**Prompt**
List each line of the data that holds the string "hidden", please.

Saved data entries

_ _ _

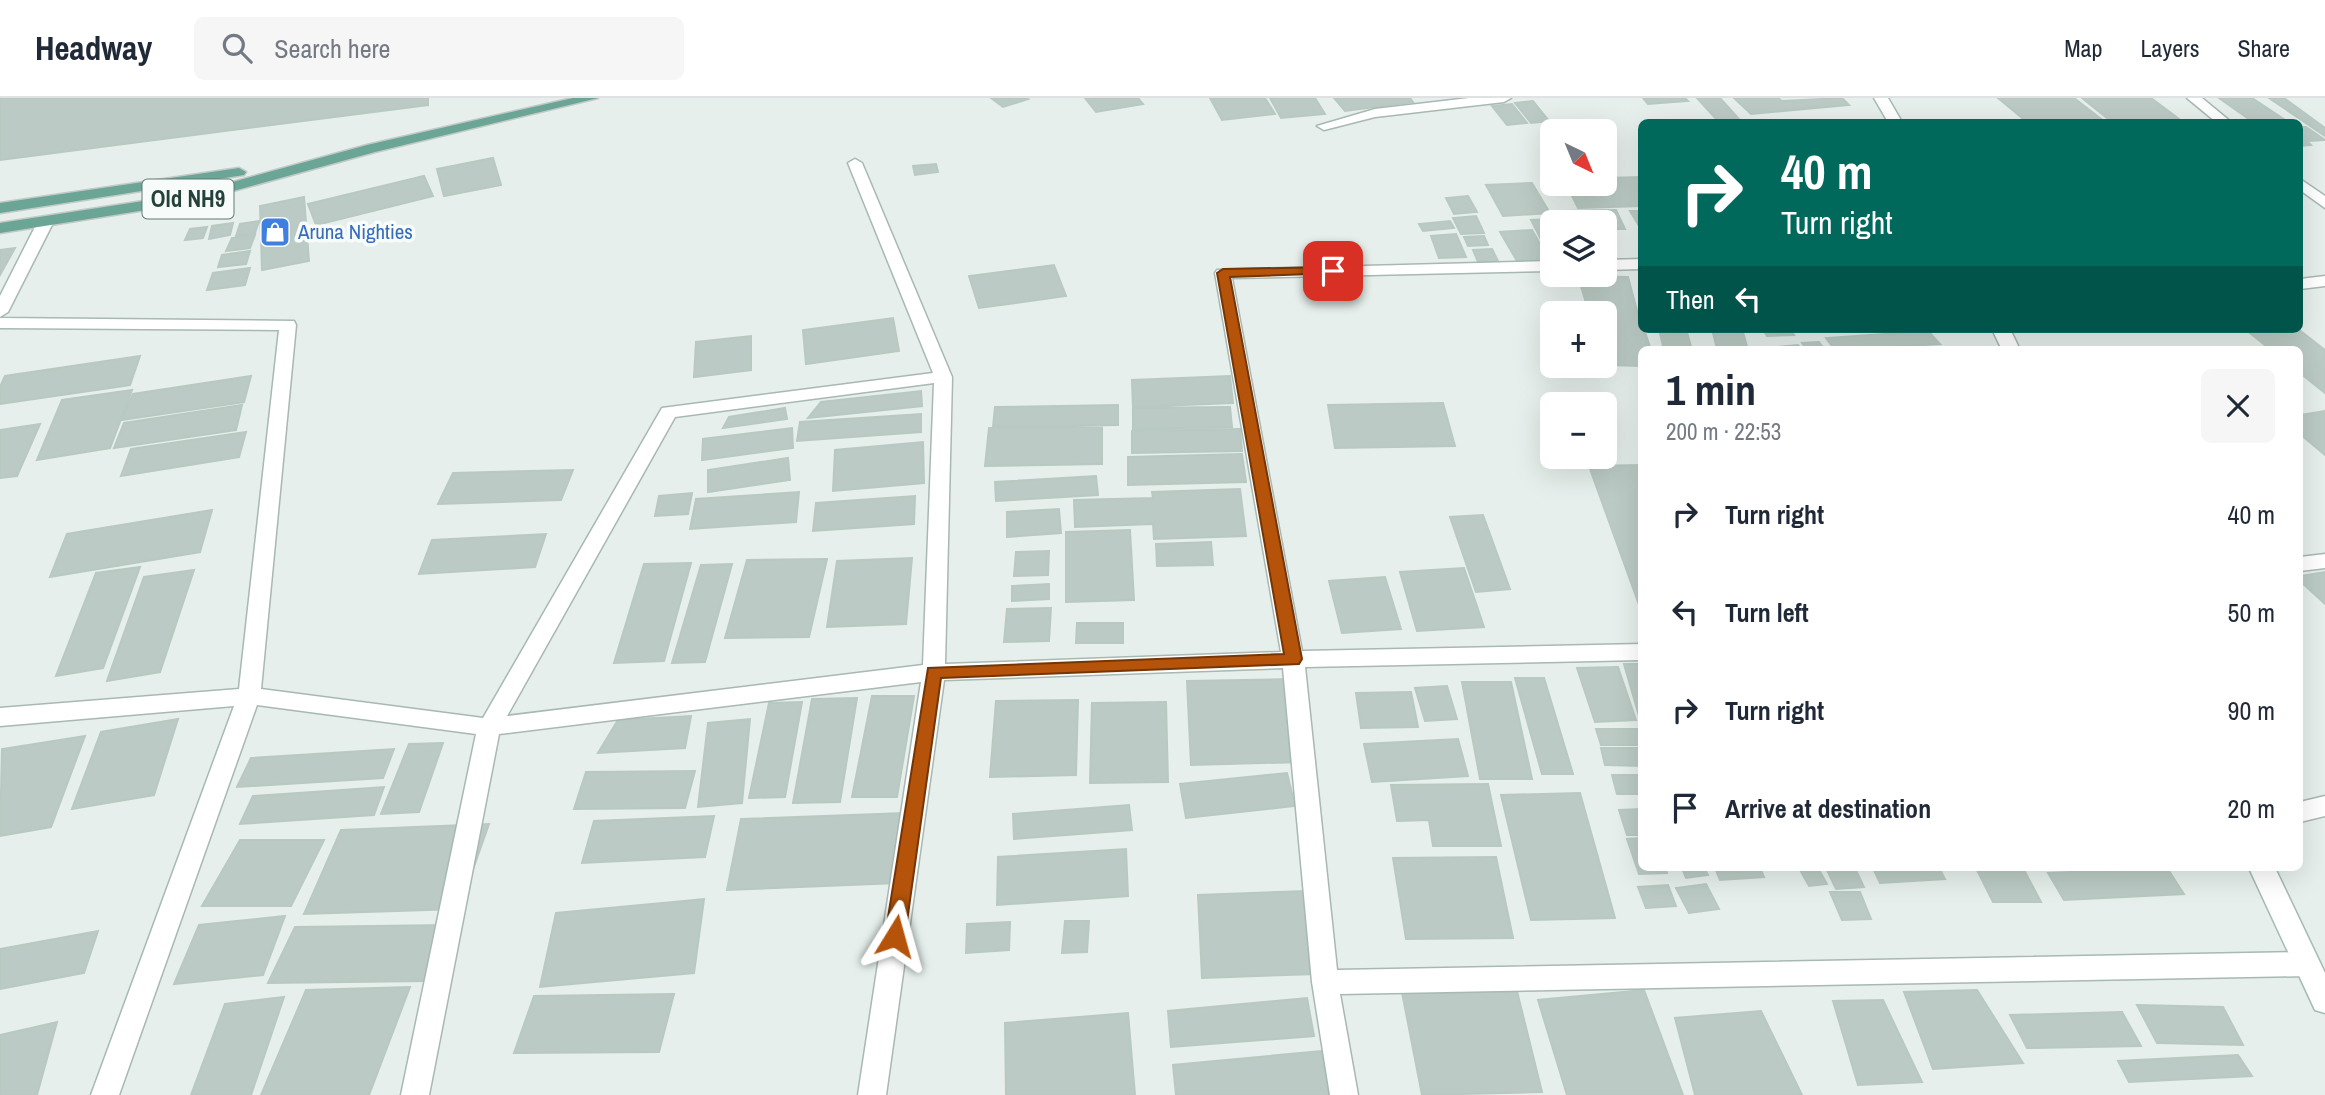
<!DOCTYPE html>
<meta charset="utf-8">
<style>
:root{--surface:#fff;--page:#f6f6f7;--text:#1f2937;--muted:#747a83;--line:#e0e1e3}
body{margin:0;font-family:"Archivo Narrow",sans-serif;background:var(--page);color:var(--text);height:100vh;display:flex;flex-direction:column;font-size:26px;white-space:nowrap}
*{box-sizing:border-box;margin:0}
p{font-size:23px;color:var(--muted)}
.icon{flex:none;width:38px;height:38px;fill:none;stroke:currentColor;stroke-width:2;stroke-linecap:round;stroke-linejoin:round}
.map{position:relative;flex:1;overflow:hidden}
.sheet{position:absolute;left:1638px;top:248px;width:665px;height:525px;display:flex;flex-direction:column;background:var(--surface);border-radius:10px;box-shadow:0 7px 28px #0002}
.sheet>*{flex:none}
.banner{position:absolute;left:1638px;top:21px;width:665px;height:214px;border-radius:10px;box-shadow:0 7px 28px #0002;background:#00695c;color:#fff;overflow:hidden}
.needle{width:46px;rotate:137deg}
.fabs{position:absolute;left:1540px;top:21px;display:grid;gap:14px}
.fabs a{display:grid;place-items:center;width:77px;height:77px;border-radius:10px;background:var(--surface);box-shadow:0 7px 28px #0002;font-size:35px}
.pin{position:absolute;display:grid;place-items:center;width:60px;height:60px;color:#fff;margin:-30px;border-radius:14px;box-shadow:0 4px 10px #0006}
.me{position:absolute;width:77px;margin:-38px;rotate:8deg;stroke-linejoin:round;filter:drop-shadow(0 0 5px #0008)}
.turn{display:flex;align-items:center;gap:24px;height:147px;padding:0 28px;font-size:32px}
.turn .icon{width:91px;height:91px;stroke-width:2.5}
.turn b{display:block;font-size:49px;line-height:60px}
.then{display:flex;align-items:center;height:66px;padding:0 28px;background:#0003;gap:14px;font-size:26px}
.round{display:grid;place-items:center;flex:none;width:74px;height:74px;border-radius:10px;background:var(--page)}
.headline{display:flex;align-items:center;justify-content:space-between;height:119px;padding:0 28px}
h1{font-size:42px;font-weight:700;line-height:52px}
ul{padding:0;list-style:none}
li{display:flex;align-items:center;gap:21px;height:98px;padding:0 28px}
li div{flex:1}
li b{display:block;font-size:26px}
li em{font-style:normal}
header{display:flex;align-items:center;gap:42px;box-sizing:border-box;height:98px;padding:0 35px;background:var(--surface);border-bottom:2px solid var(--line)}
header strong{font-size:33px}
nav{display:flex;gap:38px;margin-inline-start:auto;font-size:24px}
.search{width:490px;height:63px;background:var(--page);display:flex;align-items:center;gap:18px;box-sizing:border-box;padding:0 24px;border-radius:10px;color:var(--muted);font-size:26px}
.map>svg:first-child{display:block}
.building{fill:#bbcac4;stroke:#b8c9c2;stroke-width:2}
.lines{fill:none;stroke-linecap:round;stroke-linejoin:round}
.minor-casing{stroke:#a8b8b2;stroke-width:3}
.secondary-casing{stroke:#a4bbb3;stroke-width:3}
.primary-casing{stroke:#c2cac8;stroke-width:3}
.minor{fill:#fff;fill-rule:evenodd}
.secondary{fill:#fff;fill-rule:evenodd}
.primary{fill:#6aa596;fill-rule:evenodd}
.route{fill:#b45309;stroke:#753606;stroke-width:2}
.labels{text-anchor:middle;stroke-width:7;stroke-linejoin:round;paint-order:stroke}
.far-shop-label{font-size:21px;fill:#366cbe;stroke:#f7fbf9;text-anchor:start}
.shield{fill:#f7fbf9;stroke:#637a73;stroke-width:2}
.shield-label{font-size:23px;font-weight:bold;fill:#24423a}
</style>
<header>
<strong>Headway</strong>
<div class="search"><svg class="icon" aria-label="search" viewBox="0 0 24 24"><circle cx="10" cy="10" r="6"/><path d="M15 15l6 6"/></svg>Search here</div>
<nav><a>Map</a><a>Layers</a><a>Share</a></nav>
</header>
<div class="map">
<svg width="2325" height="997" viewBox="0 0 2325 997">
<rect width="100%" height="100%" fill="#e6efeb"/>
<path class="building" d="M0,0h428v7l-428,55z
M991,0h35l2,1 -25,8z
M1085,0h53l5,6 -47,8z
M1210,0h55l10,16 -53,6z
M1270,0h45l10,16 -44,4z
M1334,0h76l3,4 -68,9z
M1643,0h42l3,3 -40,3z
M1697,0h23l19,21 -22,1z
M1734,0h44l4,3 60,-3 7,7 -98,9z
M1998,0h76l31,24h-78z
M2082,0h69l32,24h-71z
M2219,0h33l36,24h-35z
M2269,0h15l41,30v8z
M1533,3l16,20 -18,2 -16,-20z
M1512,6l15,19 -20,2 -15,-19z
M2300,29h6l19,13 -18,1 4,4 -11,1z
M493,60l8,27 -57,11 -7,-27z
M936,66l2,8 -23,3 -2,-9z
M424,78l9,20 -117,29 -8,-21z
M1642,79v29l-64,2 -12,-24h39v-6z
M1532,85l18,30 -47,3 -17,-31z
M1468,98l9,16 -23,2 -8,-16z
M304,99l5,64 -47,9 -2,-64z
M1616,112l9,19h-20v-7h-35l-5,-11z
M1630,113h12v20z
M1476,118l8,17 -23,1 -8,-16z
M1558,121l1,3h-7l-2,35 -19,-37z
M259,123l-4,12 -19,3 4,-12z
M1450,123l4,7 -31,3 -4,-7z
M233,125l-3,12 -21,4 3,-13z
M207,129l-4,11 -18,2 5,-11z
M1532,132l17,29 -32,2 -17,-29z
M1456,136l10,23 -27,1 -8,-22z
M255,137l-5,13 -24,3 6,-13z
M1484,138l4,9 -20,1 -4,-9z
M15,150l-15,27v-25z
M1492,151l6,12 -20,1 -5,-12z
M250,153l-4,13 -28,3 4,-12z
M1054,167l12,31 -87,12 -10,-32z
M250,170l-5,17 -38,5 6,-17z
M1578,178l50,1 14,52h2l7,21h-9v16l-37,-1v-52h-16z
M893,220l6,33 -93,13 -3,-34z
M1659,231h27l6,21h-28z
M1712,231h30l6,21 -31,-1z
M1763,231h27l4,6 -27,1z
M2245,231h53l27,21v43l-25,-20v-23h-29z
M1928,233l12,13 -105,6 -9,-12z
M751,238v34l-57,7 2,-35z
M1819,244l6,8h-18l-5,-7z
M1798,247l4,5 -43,-1z
M140,258l-10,29 -130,19v-17l5,-11z
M251,278l-7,26 -122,18 11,-26z
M1230,278l3,27 -100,4 -1,-27z
M132,292l-22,58 -73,12 25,-60z
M921,293l1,15 -114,12 13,-16z
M1443,305l12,43 -120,2 -7,-43z
M242,307l-6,25 -122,18 10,-25z
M1118,307v20l-125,2 2,-20z
M1230,309l2,20 -99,2v-21z
M785,310l2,11 -64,9 6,-11z
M2325,313v44l-25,-21v-19z
M921,316v18l-124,9 3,-19z
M40,326l-23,52 -17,2v-48z
M1102,329v37l-117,2 4,-38z
M792,330l1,20 -91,12 1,-21z
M1240,331l2,22 -110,2v-22z
M246,334l-7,25 -118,19 10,-27z
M923,344l1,41 -91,8 2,-41z
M1242,356l4,28 -118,3v-28z
M788,360l2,22 -82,12v-22z
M1642,367v148l-53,-147z
M573,372l-12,30 -123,4 15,-31z
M1096,378l2,19 -102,6 -1,-19z
M1240,391l6,47 -92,3 -1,-15 -78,3 -1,-27 79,-2 -1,-6z
M799,394l-3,30 -106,7 6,-30z
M692,395l-4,21 -33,2 4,-20z
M915,398l-1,28 -101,7 3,-28z
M1059,411l2,24 -54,4v-25z
M212,412l-12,42 -150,25 17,-43z
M1483,417l27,74 -34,3 -26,-75z
M1130,432l4,70 -68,2v-70z
M546,436l-11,33 -116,7 13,-34z
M1211,444l2,23 -56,1 -1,-22z
M1049,453l-1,24 -34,1 2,-24z
M912,460l-6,66 -79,3 10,-66z
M827,461l-18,78 -84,1 22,-78z
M691,465l-27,98 -50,2 30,-99z
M732,466l-27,98 -33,1 29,-98z
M140,469l-37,101 -47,8 40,-103z
M1464,470l20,59 -67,4 -17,-59z
M194,472l-34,102 -53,9 37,-104z
M2325,474v32l-25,-23v-5z
M1385,479l16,52 -59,4 -13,-52z
M1049,486v15l-37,2v-15z
M1051,510l-2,33 -45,1 3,-33z
M1077,525h46v20h-47z
M1624,566h18v59h-1z
M1618,569l18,53 -41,2 -18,-54z
M1515,580h29l29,96h-31z
M1293,581l10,83 -112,3 -4,-84z
M1462,584h49l21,97h-52z
M1447,588l10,33 -32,2 -10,-33z
M1411,594l7,35 -57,1 -5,-35z
M872,598h42l-17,101h-45z
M857,600l-17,104 -47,1 19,-104z
M1078,602l-2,75 -86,2 6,-76z
M802,604l-17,95 -36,1 20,-95z
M1166,604l2,80 -78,1 2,-80z
M691,618l-6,32 -87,5 20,-33z
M178,621l-24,76 -82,14 29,-77z
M750,621l-8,84 -44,4 10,-84z
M1596,631h46v16h-41z
M85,638l-34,91 -51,9 2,-87z
M1458,641l10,37 -96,6 -8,-38z
M443,645l-24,69 -38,2 28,-70z
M1601,650h41v18l-37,-1z
M394,651l-11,29 -146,9 14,-29z
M695,673l-10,37 -111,1 12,-37z
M1287,675l8,33 -109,12 -6,-34z
M1612,677h30v19h-25z
M1488,686l13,62h-68l-4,-26 -32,1 -6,-36z
M384,689l-10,28 -134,9 13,-28z
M1580,695l35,125 -84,2 -30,-125z
M1129,707l3,25 -118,9 -1,-25z
M1642,711v26h-15l-8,-25z
M905,715l-7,70 -171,7 14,-71z
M714,718l-9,41 -123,6 12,-42z
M489,726l-30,85 -155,5 37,-84z
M1642,740v30h23l2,5 -28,1 -12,-35z
M240,742h84l-33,66h-89z
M1126,751l2,47 -131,9 1,-48z
M1496,759l17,81 -107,1 -13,-81z
M1682,770h22l4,7 -22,3z
M1715,770h45l4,9 -44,3z
M1799,770h19l9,16 -18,2z
M1826,770h29l9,19 -28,2z
M1873,770h66l6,11 -65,4z
M1976,770h47l18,34h-48z
M2167,770l17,26 -120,6 -16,-27z
M1706,786l13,25 -30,4 -13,-25z
M1668,787l8,21 -30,2 -8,-21z
M1306,793l10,83 -114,4 -4,-83z
M1830,794h30l11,27 -29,1z
M704,801l-10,74 -154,14 16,-74z
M285,818l-22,59 -89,9 25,-59z
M1065,823h24l-2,31 -25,1z
M1010,824l-1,28 -43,3 1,-29z
M450,827l-23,56 -159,2 27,-56z
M98,833l-14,42 -84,16v-40z
M1512,873l30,121 -120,3 -23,-118z
M410,889l-41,108h-108l45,-105z
M1644,892l39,105h-116l-29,-95z
M1977,892l46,73 -90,6 -29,-77z
M674,896l-15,58 -145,1 20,-57z
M284,899l-33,98h-60l34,-91z
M1307,900l7,38 -143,11 -3,-36z
M1883,902l39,82 -64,3 -25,-84z
M2137,907l86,2 20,38 -86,-2z
M1761,913l41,84h-107l-20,-77z
M2122,914l19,34 -114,2 -17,-33z
M1128,915l7,82h-129l-1,-72z
M57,924l-20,73h-37v-60z
M1321,953l8,44h-153l-3,-30z
M2238,957l14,21 -123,6 -11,-21z"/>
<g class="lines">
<g class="minor-casing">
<path id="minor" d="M1469,0h42l-7,4 -129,15 -51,13 -7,-4 58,-17z
M2187,0h15l29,24h-15z
M855,61l7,4 90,214 -7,287 336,-12 -66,-379 2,-3 335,-9v10l-320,7 70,373 340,-7v16l-337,7 32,303 970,-18 9,4 4,8 -4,8 -9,4 -967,18 18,101h-28l-18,-113 -29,-314 -339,12 -58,415h-28l63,-413 -422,52 -70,361h-28l75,-361 -219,-29 -138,390h-28l143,-389 -234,20v-18l239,-19 40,-359 -279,-2v-10l294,3 2,4 -35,364 222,29 179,-310 271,-35 -85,-210zM934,285l-11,282 -416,51 168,-299z
M2300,81l25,17v12l-25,-18z
M45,120l8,5 -45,89 -8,5v-21l37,-73z
M1642,161v10l-37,1v-10z
M2325,178v10l-25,3v-10z
M2325,456v14l-25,3v-14z
M2325,698v20l-25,6v-20z"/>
</g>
<g class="secondary-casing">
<path id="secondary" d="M1874,0h14l14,24h-14z
M1992,231h18l10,21h-18z
M2249,770h26l50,105v40l-10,-3z"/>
</g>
<g class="primary-casing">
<path id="primary" d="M573,0h25l-223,54 -185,51 -190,30v-10l189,-29 178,-49z
M239,70l7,4 -2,3 -244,38v-10z"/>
</g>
<use href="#minor" class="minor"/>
<use href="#secondary" class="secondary"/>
<use href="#primary" class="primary"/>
</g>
<path class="route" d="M1333,169l4,1v5l-107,4 72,382 -3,5 -358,14 -36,258 -3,6 -7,3 -7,-3 -3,-6 43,-268 356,-14 -67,-381 6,-4z"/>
<defs>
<g id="shop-square" transform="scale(1.575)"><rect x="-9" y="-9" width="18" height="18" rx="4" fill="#3f7fe0" stroke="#f7fbf9"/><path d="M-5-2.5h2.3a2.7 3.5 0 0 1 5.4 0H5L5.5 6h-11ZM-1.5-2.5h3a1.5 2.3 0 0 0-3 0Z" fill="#fff"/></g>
</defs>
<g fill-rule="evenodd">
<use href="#shop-square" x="275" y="134"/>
</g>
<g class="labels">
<g class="far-shop-label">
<text x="298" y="141">Aruna Nighties</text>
</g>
<rect class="shield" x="142.5" y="81.5" width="91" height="39" rx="5"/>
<g class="shield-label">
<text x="188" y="109">Old NH9</text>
</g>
</g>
</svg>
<div class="fabs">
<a><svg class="needle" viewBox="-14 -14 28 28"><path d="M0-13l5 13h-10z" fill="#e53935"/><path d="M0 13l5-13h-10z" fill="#747a83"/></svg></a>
<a><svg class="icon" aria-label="layers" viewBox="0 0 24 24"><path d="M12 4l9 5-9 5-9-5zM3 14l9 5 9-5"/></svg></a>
<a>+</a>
<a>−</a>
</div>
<div class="pin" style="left:1333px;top:173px;background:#d93025"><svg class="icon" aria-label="arrive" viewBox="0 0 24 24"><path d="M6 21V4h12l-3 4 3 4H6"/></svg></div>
<svg class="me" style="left:895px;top:838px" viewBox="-20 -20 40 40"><path d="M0-17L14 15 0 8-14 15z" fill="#b45309" stroke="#fff" stroke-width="4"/></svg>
<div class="banner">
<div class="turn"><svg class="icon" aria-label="right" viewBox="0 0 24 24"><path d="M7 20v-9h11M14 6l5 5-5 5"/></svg><div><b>40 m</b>Turn right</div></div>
<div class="then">Then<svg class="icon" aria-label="left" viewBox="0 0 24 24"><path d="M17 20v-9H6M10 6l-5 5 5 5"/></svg></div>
</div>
<section class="sheet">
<div class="headline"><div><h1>1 min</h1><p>200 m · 22:53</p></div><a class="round"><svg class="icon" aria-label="close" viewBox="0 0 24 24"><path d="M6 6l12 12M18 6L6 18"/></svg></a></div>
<ul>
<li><svg class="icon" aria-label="right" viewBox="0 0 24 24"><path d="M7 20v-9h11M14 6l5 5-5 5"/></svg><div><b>Turn right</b></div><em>40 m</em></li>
<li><svg class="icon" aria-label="left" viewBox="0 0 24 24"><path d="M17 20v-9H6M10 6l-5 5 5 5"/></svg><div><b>Turn left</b></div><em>50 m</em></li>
<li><svg class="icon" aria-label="right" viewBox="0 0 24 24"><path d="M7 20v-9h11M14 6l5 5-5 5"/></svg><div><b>Turn right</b></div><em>90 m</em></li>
<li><svg class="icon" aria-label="arrive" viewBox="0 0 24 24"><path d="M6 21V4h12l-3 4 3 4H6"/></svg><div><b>Arrive at destination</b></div><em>20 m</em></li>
</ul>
</section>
</div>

_ _ _

**Exercise result**
.map{position:relative;flex:1;overflow:hidden}
.banner{position:absolute;left:1638px;top:21px;width:665px;height:214px;border-radius:10px;box-shadow:0 7px 28px #0002;background:#00695c;color:#fff;overflow:hidden}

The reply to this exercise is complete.